When artist Peter Max was asked to capture the essence of Arthur Ashe Stadium, 20 years after delivering a rendering for his debut, he quickly spotted a new test of his talent: how to convey the addition in 2016 a retractable roof.
For over five decades, Max has produced unique expressionistic and colorful versions of subjects as varied as Muhammad Ali, John Lennon, John Glenn, Taylor Swift, world Cup and the United States Open tennis tournament.
But it’s not easy to depict a stadium in a way that animate posters, T-shirts, magnets, luggage tags and even ticket stubs. And for Max, there was the added pressure of living up to the 1997 version, which for many tennis fans had become the best representative of the energy and passion of the last Grand Slam tournament of each year, the Open.
Even in the age of smartphones and Instagram, where anyone can artfully reskin dozens of selfies with tones and filters, the United States Tennis Association annually hires an official theme artist for its Open, in the hope of capturing the individuality of the event with a more outdated medium: painting.
“The US Open challenged me to give energy to the stadium rather than to a player,” Max wrote in an email from his Upper West Side studio. “In all sports it is about movement, energy and color, expressed through my brushstrokes. »
It may seem like a strange idea, marrying the sweat and dirt of professional sports with museum-quality artwork, but many other major sporting events, including the Super Bowl, World Series and Olympics, continue to hire an official artist to represent their events. .
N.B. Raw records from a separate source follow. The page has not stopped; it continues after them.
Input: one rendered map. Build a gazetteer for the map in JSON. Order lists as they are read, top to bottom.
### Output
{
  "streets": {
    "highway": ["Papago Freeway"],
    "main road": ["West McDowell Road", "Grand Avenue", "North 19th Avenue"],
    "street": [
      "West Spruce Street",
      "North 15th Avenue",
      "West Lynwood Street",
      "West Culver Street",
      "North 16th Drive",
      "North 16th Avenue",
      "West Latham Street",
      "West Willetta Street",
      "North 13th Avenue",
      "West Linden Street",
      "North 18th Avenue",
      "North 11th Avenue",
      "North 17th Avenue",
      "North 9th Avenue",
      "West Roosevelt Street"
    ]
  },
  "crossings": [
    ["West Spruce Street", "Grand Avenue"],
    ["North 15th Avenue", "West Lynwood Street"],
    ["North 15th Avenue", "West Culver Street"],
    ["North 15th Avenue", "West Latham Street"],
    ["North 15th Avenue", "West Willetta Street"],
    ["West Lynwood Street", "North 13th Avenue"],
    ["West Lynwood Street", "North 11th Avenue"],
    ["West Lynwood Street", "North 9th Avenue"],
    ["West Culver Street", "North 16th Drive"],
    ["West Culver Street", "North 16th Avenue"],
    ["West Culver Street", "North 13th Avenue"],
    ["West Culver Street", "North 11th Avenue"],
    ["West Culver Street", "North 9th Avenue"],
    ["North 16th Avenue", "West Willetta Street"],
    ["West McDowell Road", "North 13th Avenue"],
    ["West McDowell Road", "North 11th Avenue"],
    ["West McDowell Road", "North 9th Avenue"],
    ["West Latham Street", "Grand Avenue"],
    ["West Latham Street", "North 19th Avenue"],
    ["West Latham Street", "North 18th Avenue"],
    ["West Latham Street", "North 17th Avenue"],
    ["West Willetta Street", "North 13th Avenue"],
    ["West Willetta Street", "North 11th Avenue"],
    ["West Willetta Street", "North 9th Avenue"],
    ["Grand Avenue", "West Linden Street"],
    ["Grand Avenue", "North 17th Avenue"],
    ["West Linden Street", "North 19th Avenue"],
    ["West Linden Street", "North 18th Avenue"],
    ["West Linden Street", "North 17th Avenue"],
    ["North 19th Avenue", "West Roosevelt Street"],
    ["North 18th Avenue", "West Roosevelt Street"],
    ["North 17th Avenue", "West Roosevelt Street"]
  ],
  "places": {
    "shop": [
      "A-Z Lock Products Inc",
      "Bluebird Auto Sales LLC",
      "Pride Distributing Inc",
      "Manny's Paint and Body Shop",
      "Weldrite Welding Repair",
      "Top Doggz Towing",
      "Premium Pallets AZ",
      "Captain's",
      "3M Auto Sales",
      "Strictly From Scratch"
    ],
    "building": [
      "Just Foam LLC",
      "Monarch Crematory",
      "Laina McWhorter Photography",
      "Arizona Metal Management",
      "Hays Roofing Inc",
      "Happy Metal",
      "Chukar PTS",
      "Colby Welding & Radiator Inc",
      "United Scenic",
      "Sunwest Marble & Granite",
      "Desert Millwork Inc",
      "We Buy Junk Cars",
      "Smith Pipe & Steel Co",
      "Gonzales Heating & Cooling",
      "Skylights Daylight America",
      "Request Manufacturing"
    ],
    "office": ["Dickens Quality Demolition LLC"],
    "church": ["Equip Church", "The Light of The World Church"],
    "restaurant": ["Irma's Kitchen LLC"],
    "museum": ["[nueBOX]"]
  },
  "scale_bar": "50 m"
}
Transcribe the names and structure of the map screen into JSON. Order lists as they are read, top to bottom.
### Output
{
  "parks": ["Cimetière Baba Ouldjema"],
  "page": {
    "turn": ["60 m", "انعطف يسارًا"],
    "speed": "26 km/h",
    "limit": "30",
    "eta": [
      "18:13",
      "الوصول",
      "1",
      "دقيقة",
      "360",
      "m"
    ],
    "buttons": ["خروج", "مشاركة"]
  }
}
Max, who turns 80 this month, has been the theme artist for five Super Bowls and dozens of other events, although he was never an athlete himself. Over the years, his brushstrokes have become as admired in the sport as Roger Federer’s groundstrokes.
“For me, sports are as much a cultural expression as musical events,” Max said in his email. “There is an elegance in the way a baseball player swings his bat and hits a home run, or in the way a tennis player swings his racket, or in a golfer hooking a golf ball. When you watch it in slow motion, it’s like a ballet.
The best sports tables have resonated for years. LeRoy Nieman created unforgettable dreamlike images of dashing Olympic sprinters, punchers and racing thoroughbreds. Norman Rockwell breathed life into rain delay. Ernie Barnes’ works are now enshrined in the Pro Football and Basketball Hall of Fame. Another artist, Daniel Moore, has been called the Michelangelo of Alabama football.
But finding the right image, which can be displayed on banners or reduced to the size of a postage stamp without losing its essence, is never easy and, in some ways, is becoming increasingly difficult.
“It’s a challenge in today’s world because it’s so immediate,” said Burton Morris, the official artist of Major League Baseball’s 2006 All-Star Game of the 2010 World Cup. and the 2016 United States Open golf tournament. “There is so much image bombardment. How do you create something new that will continue to excite and interest people? »
For the Open, this process begins almost a year before the tournament. Beth Meyer, USTA creative director, said that due to merchandising considerations, organizers must begin choosing the theme artist nearly a year in advance.
The cultural influence of Max’s first painting of Ashe Stadium remained strong enough that tournament officials thought it was time to revive the stadium. Max submitted four sketches in January and began working on the new theme in the spring.
The 1997 version, which depicted a steel blue stadium seen from the sky, in front of a blazing orange sunset, has not been radically changed. In the 2017 image, two crossed tennis rackets – much like the Wimbledon logo – hover above the stadium, which now glows with hints of purple, green and vermillion.
The rackets, Max said, “symbolized the fierce competition of the game.”
The original version is still popular enough that the tournament sells T-shirts with that image as well as the new one.
“I see people wearing both,” Meyer said. “I think sales are going very well.”
The reason, according to Morris, is that Max is the rare artist who has managed to adapt his work just enough to keep it relevant while retaining a classical core.
“Peter has been very smart in keeping his work current,” Morris said. “I think sporting events try to connect to something current and exciting. The world of sports is all about action and excitement. They need to stay connected to things that are current at the moment.